Frobenius normal form of a doubly stochastic matrix

The matrix $P^\top AP$ is doubly stochastic. Suppose that $A_{11}$ is $m_{1} \times m_{1}.$ Note that the sum of the entries of each column of $A_{11}$ is $1$,and the sum of entries in each row of $A_{11}$ is at most $1$ (using non-negativity of all entries of $P^\top AP)$. Notice that the sum of all entries of $A_{11}$ is $m_{1}$. Hence, the sum of the entries of each row of $A_{11}$ is in fact $1$ (if any of the row sums were strictly less than $1$, then the sum of the row-sums, which equals the sum of the entries of $A_{11}$, would be strictly less than $m_1$, a contradiction), i.e., $A_{11}$ is doubly stochastic. Thus, $A_{12},A_{13},\ldots,A_{1k}$ are all zero. Likewise, $A_{22}$ must be doubly stochastic and $A_{23}, \ldots , A_{2k}$ must all be zero, and so on.


Here is a proof of the fact claimed by Perfect and Mirsky.

Proof. Let $A$ be doubly stochastic and let $B = P^TAP$ be a Frobenius normal form of $A$, which is given as in the question. Then $B$ is doubly stochastic, too. Fix $j \in \{2, \dots, k\}$. We show that all entries of $B$ that are located above the block $A_{jj}$ are $0$.

Let $i, i+1,\dots,i+m-1$ denote those $m$ subsequent indices in $\{1,\dots,n\}$ where the block matrix $A_{jj}$ is located in $B$.

We need the following four objects:

  • $I = \{x \in \mathbb{C}^n: \, x_\ell = 0 \text{ for } \ell \ge i \}$.

  • $J = \{x \in \mathbb{C}^n: \, x_\ell = 0 \text{ for } \ell < i \}$.

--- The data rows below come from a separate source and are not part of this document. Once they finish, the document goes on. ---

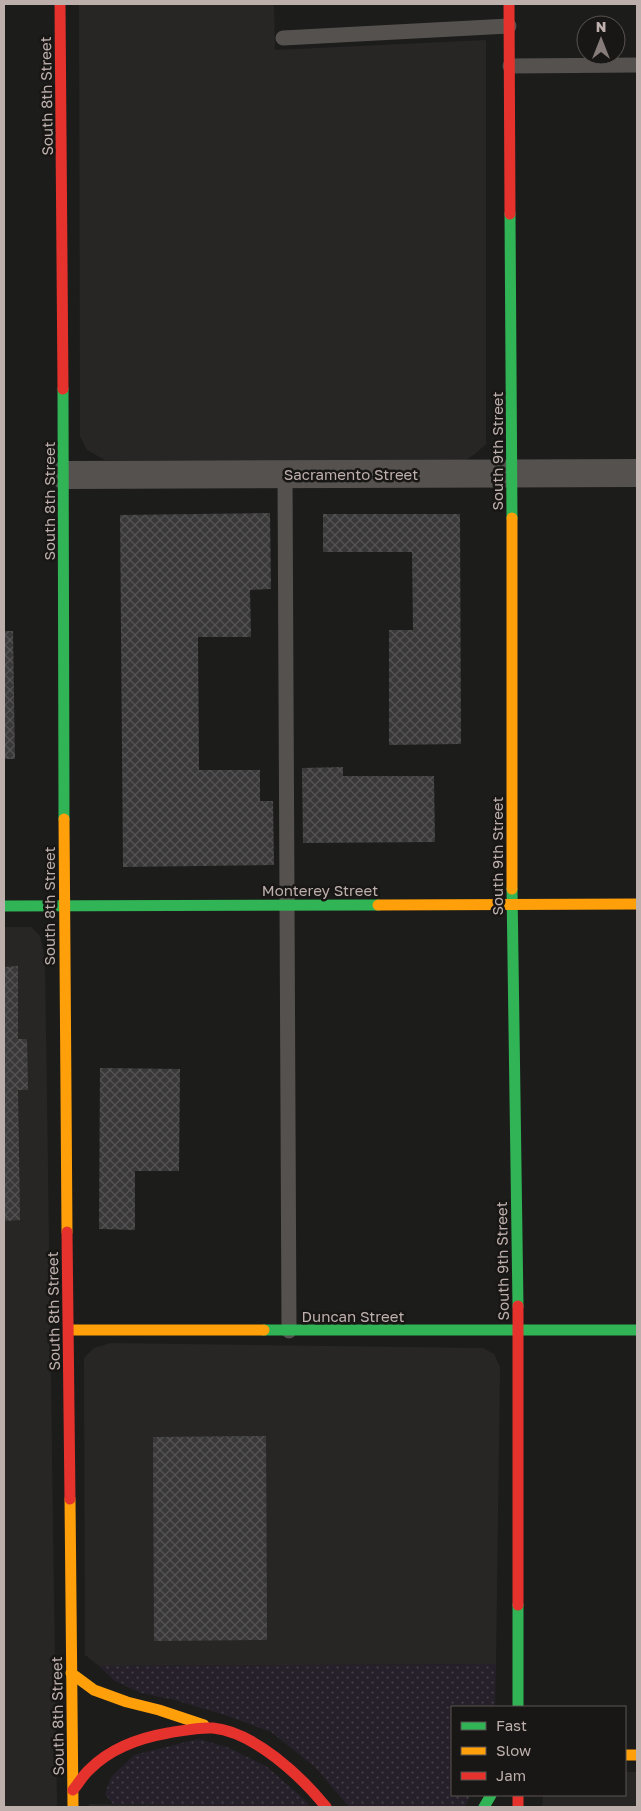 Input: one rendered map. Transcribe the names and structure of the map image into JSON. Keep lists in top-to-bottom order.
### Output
{
  "streets": {
    "main road": [
      "South 8th Street",
      "South 9th Street",
      "Monterey Street",
      "Duncan Street"
    ],
    "street": ["Sacramento Street"]
  },
  "crossings": [
    ["South 8th Street", "Sacramento Street"],
    ["South 8th Street", "Monterey Street"],
    ["South 8th Street", "Duncan Street"],
    ["South 9th Street", "Sacramento Street"],
    ["South 9th Street", "Monterey Street"],
    ["South 9th Street", "Duncan Street"]
  ],
  "legend": ["Fast", "Slow", "Jam"],
  "north": "top"
} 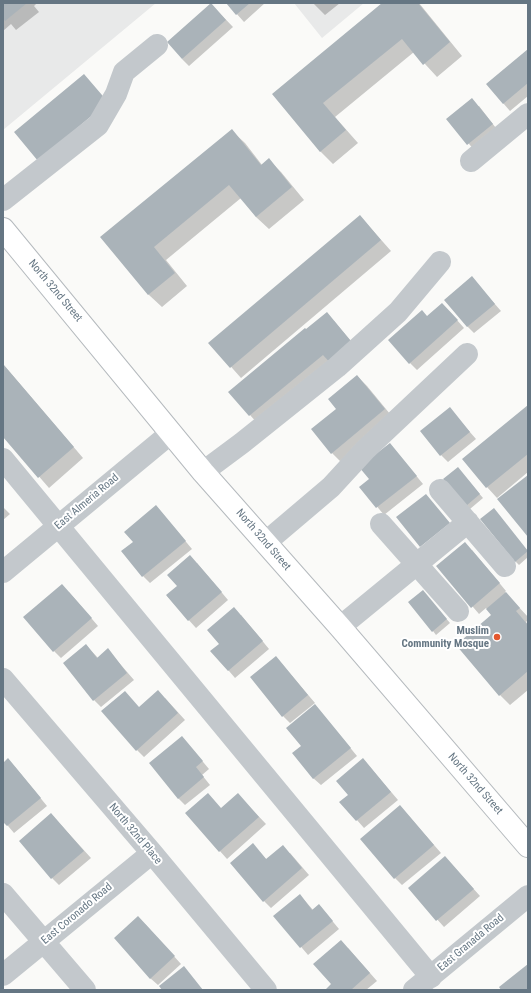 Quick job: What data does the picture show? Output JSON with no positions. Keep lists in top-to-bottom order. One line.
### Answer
{"streets":{"main road":["North 32nd Street"],"street":["East Almeria Road","North 32nd Place","East Coronado Road","East Granada Road"]},"crossings":[["North 32nd Street","East Almeria Road"],["North 32nd Place","East Coronado Road"]],"places":["Muslim Community Mosque"]}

  • $e_I = (1,\dots,1,0,\dots,0)$, where the ones are located exactly at the positions $1,\dots,i-1$ (i.e. $e_I \in I$ and $I$ is the so-called ideal generated by $e_I$ in the lattice sense).

  • $e_J = (0,\dots,0,1,\dots,1)$, where the ones are located exactly at the positions $i,\dots,n$ (i.e. $e_J \in J$ and $J$ is the ideal generated by $e_J$).

Now we make a couple of observations:

(a) $I$ is invariant under $B$, as follows from the special form of $B$. This implies that $Be_I \in I$. On the other hand we have $Be_I \le Be = e$, so we conclude that actually $Be_I \le e_I$.

(b) Now we observe that $e^T Be_I = e^T e_I$, which implies that no component of $Be_I$ can by strictly smaller than the corresponding component of $e_I$; so we actually have $Be_I = e_I$.

(c) Since $Be = e$, the equality $Be_I = e_I$ readily implies that we also have $Be_J = e_J$. Consequently, $B$ also leaves $J$ invariant. This in turn implies that all entries of $B$ above of the block $A_{jj}$ are $0$.

Remark. I think what makes the above proof maybe a bit counterintuitive is the handling of all the indices. The essence of the proof (and, one might argue, also of the result quoted from Perfect and Mirsky) is that if, under the given assumptions, $A$ leaves an ideal $I$ invariant, then it also leaves the orthogonal ideal of $I$ invariant (where "orthogonal" in meant the lattice sense). By the way, this abstract version of the result generalizes very nicely to the infinite dimensional setting.